Blog article: Ask a Data Scientist: Ryan Garnett

Ask a Data Scientist: Ryan Garnett

Article text

We sat down with open data team manager Ryan Garnett to ask him a few questions about what traits make a good data scientist, what his favourite resources are, and words of wisdom for newbies.

Q1. What do you think makes a good data scientist?

Passion. Data science is becoming one of those terms that means something to everyone, like love. Because of that I thing you really need to love solving problems, looking at things differently, bring a diverse perspective, and most of all, be weird and own it.

Q2. What will you say the “best practices” in data science right now?

Delivery and communicating value. You can build a wicked machine learning algorithms, or have an AI predict with >95% confidence, but if you can communicate why it is valuable in a tangible outcome deliverable, then that work has minimal benefit.
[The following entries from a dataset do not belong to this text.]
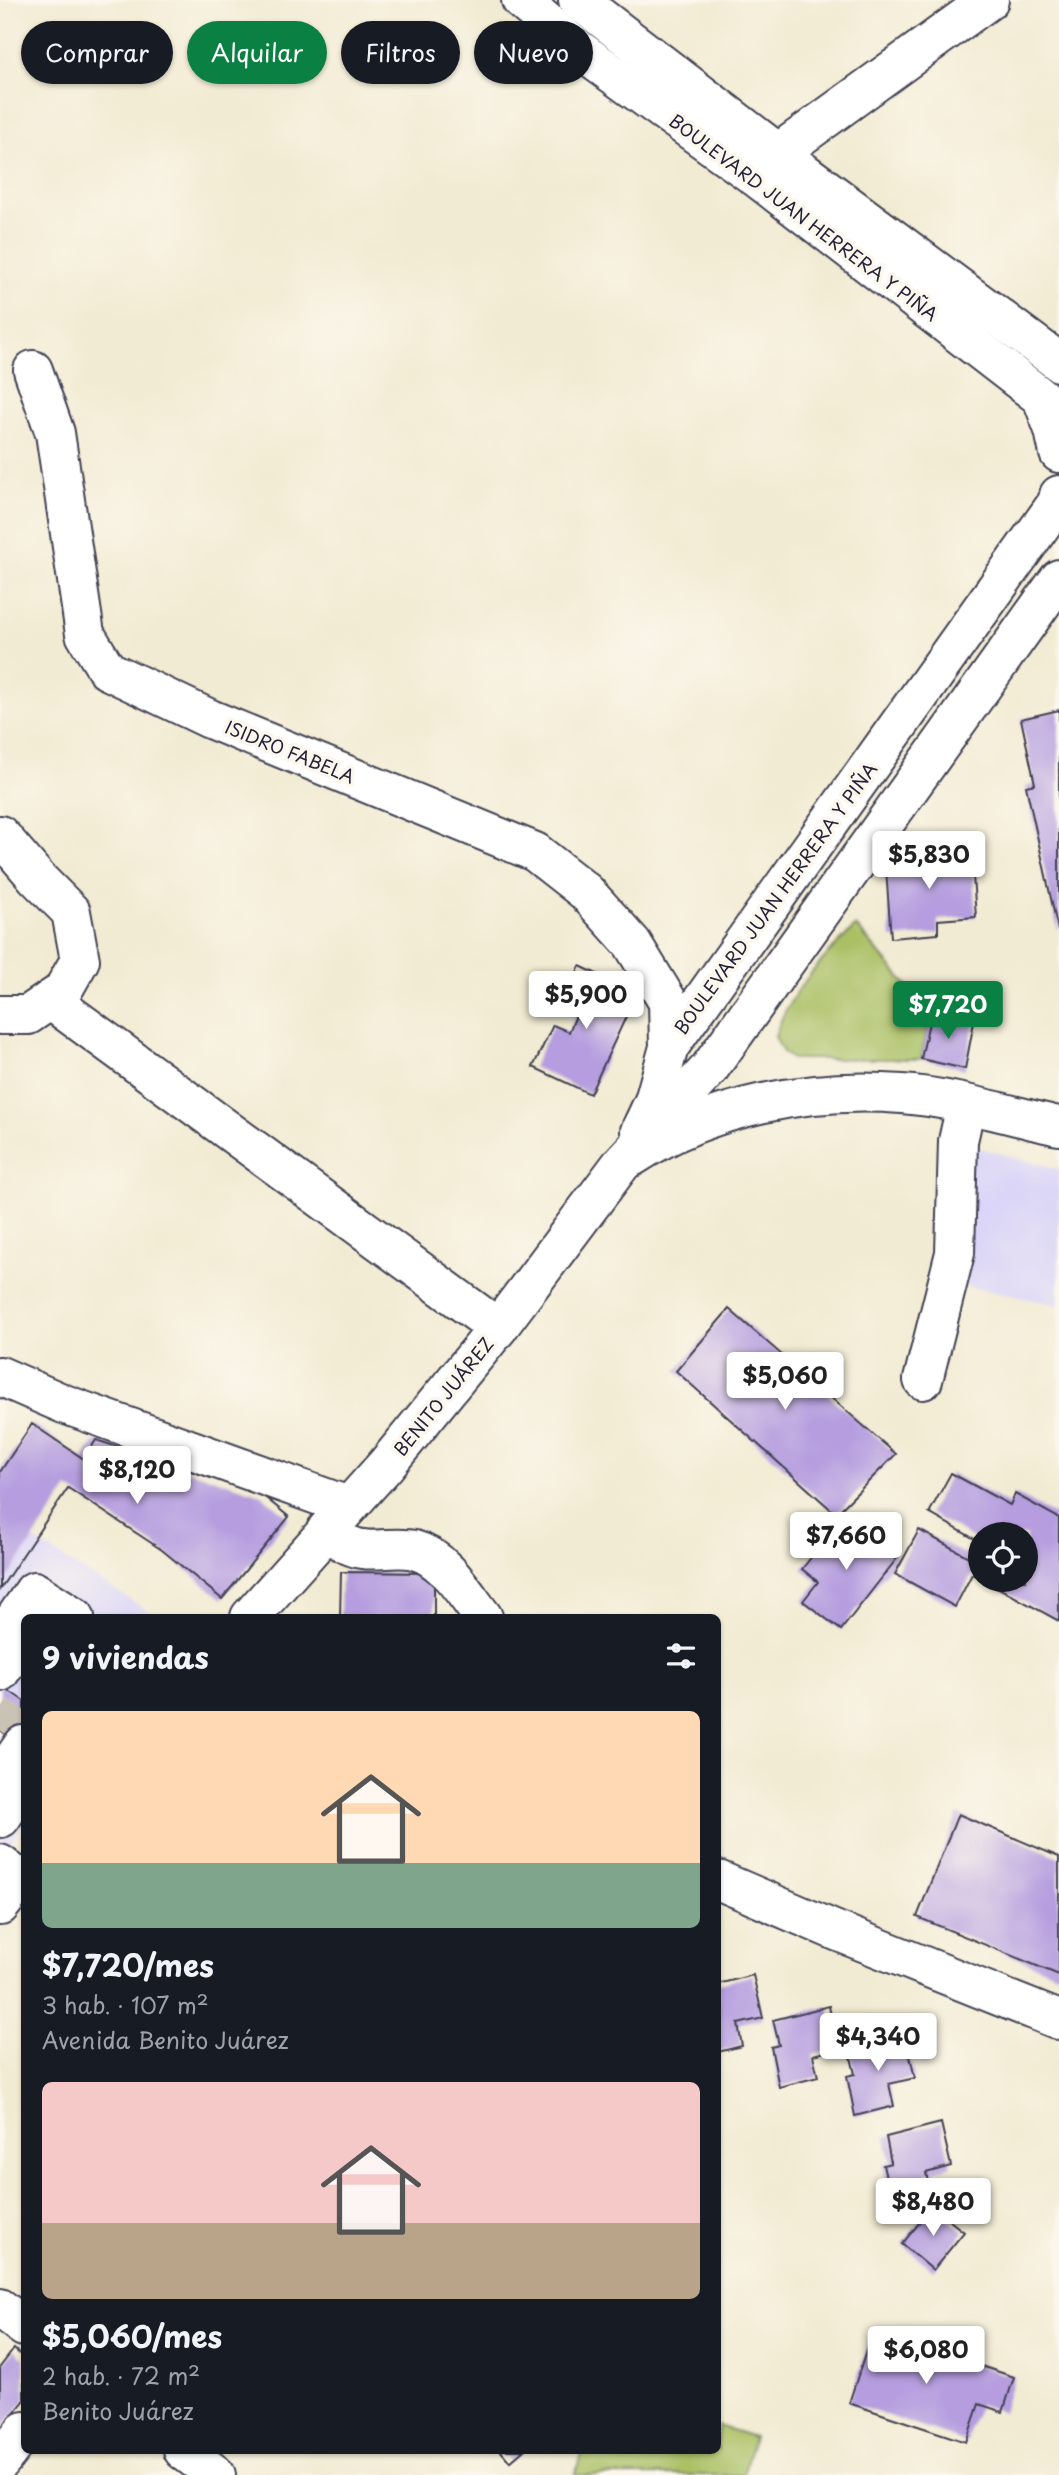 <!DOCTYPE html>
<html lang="es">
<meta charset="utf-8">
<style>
:root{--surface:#171b24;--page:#20242c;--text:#f1f3f6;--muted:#9ea1a6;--accent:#0b8043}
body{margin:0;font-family:"Playpen Sans",sans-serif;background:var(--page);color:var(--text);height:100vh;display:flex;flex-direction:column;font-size:26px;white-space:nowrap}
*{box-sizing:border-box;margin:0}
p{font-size:23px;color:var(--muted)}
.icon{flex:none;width:38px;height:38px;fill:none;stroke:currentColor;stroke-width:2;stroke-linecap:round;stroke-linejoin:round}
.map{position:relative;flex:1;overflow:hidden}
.panel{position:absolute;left:21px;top:1614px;width:700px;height:840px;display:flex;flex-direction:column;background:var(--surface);border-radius:10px;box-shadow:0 2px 5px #0004}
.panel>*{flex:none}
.guide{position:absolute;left:21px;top:21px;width:700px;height:63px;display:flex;gap:14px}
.fabs{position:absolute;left:968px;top:1522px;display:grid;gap:14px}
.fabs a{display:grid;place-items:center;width:70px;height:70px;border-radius:50%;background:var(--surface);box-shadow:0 2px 5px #0004;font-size:35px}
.price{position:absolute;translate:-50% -60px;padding:0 16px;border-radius:7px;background:#fff;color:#222;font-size:23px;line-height:46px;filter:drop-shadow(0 2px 4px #0008)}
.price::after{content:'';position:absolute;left:50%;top:42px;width:21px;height:16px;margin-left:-10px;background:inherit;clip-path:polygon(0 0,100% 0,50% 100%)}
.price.selected{background:var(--accent);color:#fff}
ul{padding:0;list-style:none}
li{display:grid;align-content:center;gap:14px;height:371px;padding:0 21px}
li span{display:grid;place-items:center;height:217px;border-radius:10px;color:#555}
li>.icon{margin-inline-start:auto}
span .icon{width:126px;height:126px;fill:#fffc;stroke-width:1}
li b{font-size:30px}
h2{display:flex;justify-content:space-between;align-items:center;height:84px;padding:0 21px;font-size:30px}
.tag{padding:0 24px;border-radius:32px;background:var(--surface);box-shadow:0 2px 5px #0004;font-size:24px;line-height:63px}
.tag.selected{background:var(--accent);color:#fff}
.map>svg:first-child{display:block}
.built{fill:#dbd6f7}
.green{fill:#aac065;stroke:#667150;stroke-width:2}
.building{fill:#b59ddf}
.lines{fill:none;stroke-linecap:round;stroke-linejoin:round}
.minor-tunnel{stroke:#c8c3b5;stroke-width:38;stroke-dasharray:38 19;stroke-linecap:butt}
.minor-casing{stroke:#414052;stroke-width:42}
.major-casing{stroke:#414052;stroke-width:42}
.minor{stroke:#fff;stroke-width:38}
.major{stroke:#fff;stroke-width:38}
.labels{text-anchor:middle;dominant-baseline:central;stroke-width:7;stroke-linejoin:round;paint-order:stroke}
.street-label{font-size:18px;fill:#22223b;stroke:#fbf7ec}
</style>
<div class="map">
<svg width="1059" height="2475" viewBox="0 0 1059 2475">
<rect width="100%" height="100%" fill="#fbf7ec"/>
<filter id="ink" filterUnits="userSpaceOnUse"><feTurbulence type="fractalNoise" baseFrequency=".0143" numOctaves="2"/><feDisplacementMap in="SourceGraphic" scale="14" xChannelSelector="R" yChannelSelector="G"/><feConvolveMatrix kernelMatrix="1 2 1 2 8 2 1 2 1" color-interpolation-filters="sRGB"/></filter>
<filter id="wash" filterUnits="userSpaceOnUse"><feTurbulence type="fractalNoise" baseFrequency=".00686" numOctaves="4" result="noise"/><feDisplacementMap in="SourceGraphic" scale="28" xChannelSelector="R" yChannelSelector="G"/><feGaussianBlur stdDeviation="1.57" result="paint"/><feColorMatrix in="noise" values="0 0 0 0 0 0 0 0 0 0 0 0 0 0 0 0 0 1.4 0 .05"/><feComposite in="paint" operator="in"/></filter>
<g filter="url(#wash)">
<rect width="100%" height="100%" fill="#f2ebd3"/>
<g class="built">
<polygon points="972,1146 1059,1169 1059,1305 960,1285"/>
<polygon points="0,1519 158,1617 24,1617 24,1825 0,1857"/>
</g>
<g class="green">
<path d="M 856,926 L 931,1013 L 921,1059 L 792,1059 L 783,1052 L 775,1037 C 787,994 824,957 856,926 Z"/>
<polygon points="718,2426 754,2437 743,2475 575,2475 582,2450 718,2450"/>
</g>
<g id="blocks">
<g class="building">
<polygon points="1059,710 1059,930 1058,930 1026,786 1035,784 1021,719"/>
<polygon points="971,849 976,917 938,920 938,934 891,938 885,855"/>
<polygon points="580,966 637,993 590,1094 533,1067 553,1025 569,1032 578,1011 562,1004"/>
<polygon points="931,1013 974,1022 965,1069 921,1059"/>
<polygon points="729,1309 896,1454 836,1514 676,1371"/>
<polygon points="32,1424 84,1459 96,1440 261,1494 289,1517 222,1599 162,1550 68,1488 0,1589 0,1472"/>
<polygon points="951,1473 1010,1505 1015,1494 1059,1518 1059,1621 984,1580 1026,1580 1026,1535 980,1535 980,1542 929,1513"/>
<polygon points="845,1515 898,1557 841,1630 803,1601 818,1582 802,1569"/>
<polygon points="919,1530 980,1563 980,1578 972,1574 955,1607 895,1574"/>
<polygon points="341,1572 434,1573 434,1617 340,1617"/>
<polygon points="0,1685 24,1701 24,1747 0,1730"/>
<polygon points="958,1814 1059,1857 1059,1975 917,1917"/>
<polygon points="753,1975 763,2018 738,2024 742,2046 718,2052 718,1984"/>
<polygon points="829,2006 838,2049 813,2055 818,2077 779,2087 771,2047 779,2045 773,2020"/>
<polygon points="905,2035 915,2078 889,2084 894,2106 855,2116 847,2076 855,2074 849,2049"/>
<polygon points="941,2123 951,2166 926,2173 931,2194 892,2204 883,2165 891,2163 886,2137"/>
<polygon points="932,2207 964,2232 933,2270 902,2244"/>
<polygon points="873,2330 1014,2377 1003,2412 979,2404 966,2442 849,2403"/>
<polygon points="14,2349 24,2358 24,2401 0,2431 0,2367"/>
<polygon points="500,2450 524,2450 510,2462"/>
</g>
</g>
</g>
<g filter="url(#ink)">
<use href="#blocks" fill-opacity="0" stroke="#414052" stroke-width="2"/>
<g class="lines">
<polyline class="minor-tunnel" points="7,1735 24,1710"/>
<g class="minor-casing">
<g id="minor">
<polyline points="758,177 778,153 989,0"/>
<polyline points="33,370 55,433 85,634 107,670 210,719 535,852 586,892 632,943 668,1002 669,1047"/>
<polyline points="0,835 37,878 71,912 80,960 62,992 28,1015 0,1015"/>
<polyline points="50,1000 498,1328"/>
<path d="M 632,1157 C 710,1105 810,1087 902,1094 C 955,1098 1008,1115 1059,1126"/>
<polyline points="0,1376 64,1404 348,1506"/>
<polyline points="923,1380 955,1253 958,1141 966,1105"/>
<path d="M 327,1529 C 334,1535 341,1542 349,1545 C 369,1555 393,1545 414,1550 C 445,1558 464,1593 483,1617"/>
<polyline points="0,1640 34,1591 75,1617"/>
<polyline points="0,1672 24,1637"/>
<polyline points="0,1778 23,1745"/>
<polyline points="1,1818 24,1784"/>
<polyline points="0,1864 21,1880"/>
<polyline points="0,2308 24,2327"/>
<polyline points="183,2450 216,2475"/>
<polyline points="0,2462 24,2431"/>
</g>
</g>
<g class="major-casing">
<g id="major">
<polyline points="521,0 578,49 757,178 1042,398 1054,430 1059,453"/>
<polyline points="578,0 778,153 1059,362"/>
<polyline points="640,1131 654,1101 669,1047 1057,503 1059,495"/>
<polyline points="250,1617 386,1465 498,1328 622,1163 709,1069 1059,579"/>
<polyline points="718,1880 834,1930 1059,2020"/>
<polyline points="0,1906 24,1876"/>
</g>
</g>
<use href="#minor" class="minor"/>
<use href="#major" class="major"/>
</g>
</g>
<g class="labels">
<g class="street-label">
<text transform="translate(804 217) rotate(37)">BOULEVARD JUAN HERRERA Y PIÑA</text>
<text transform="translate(290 751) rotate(22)">ISIDRO FABELA</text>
<text transform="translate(775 898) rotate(-54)">BOULEVARD JUAN HERRERA Y PIÑA</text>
<text transform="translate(443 1396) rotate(-51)">BENITO JUÁREZ</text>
</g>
</g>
</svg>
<div class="fabs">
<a><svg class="icon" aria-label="locate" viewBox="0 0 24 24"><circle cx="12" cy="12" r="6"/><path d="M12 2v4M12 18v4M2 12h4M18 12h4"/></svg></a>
</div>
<b class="price" style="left:929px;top:891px">$5,830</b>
<b class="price" style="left:586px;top:1031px">$5,900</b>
<b class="price selected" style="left:948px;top:1041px">$7,720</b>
<b class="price" style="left:785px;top:1412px">$5,060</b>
<b class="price" style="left:137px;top:1506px">$8,120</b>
<b class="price" style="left:846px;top:1572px">$7,660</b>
<b class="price" style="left:878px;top:2073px">$4,340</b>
<b class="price" style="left:933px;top:2238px">$8,480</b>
<b class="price" style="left:926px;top:2386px">$6,080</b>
<div class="guide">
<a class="tag">Comprar</a>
<a class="tag selected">Alquilar</a>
<a class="tag">Filtros</a>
<a class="tag">Nuevo</a>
</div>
<section class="panel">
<h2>9 viviendas<svg class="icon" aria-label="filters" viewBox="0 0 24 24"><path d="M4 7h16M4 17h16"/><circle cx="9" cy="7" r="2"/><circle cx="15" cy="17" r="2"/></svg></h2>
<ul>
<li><span style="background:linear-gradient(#ffd9b3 70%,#7fa58c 0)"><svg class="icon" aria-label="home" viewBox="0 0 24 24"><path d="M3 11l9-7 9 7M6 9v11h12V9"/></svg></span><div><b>$7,720/mes</b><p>3 hab. · 107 m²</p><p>Avenida Benito Juárez</p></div></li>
<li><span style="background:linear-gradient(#f6c9c9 65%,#b9a48a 0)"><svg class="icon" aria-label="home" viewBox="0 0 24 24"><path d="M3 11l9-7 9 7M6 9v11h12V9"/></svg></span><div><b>$5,060/mes</b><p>2 hab. · 72 m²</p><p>Benito Juárez</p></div></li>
</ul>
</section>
</div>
Q3. What publications, websites, blogs, conferences and/or books do you read/attend that are helpful to your work?

This depends on which part of my data science journey. As a leader of a team my role is much less technical, however I do drink the R koolaid. I read a fair amount from R-Bloggers as it is a good mix of technical and project. Conferences aren’t really my thing, as I personally do not get a lot out of the experience. However I do watch a lot of YouTube, but not what you expect. I tend to watch thought provoking topics, such as the future of jobs and climate change. I find by watching these videos I am able to be creative and link how data and analysis can help to benefit society. As for books, story telling with data by Cole Nussbaumer Knaflic is a must read for everyone.
“I find by watching these videos I am able to be creative and link how data and analysis can help to benefit society.”

Q4. What are the biggest areas of opportunity / questions you would like to tackle?

Data literacy. Governments and organizations are focusing on teaching people to code. While good I feel educating society on data, what it is, why it’s important, what it can do, and how to work with it is fundamentally important. Improving data literacy will raise the global profile of data science, as well as make the daily activities for data scientist easier as both senior executives and the team at whole will understand and respect the power of data.

Q5. Any words of wisdom for Data Science students or practitioners starting out?

Humility will take you far in your career. In many organizations you will work with people who have a limited data and analytics background, don’t overlook the experience and knowledge they have achieved and how it can benefit your work. Your career will foster and explode if you position yourself as the bridge between the technical data science team and the business, communicating what’s possible, the value, while keeping everyone honest about the technology.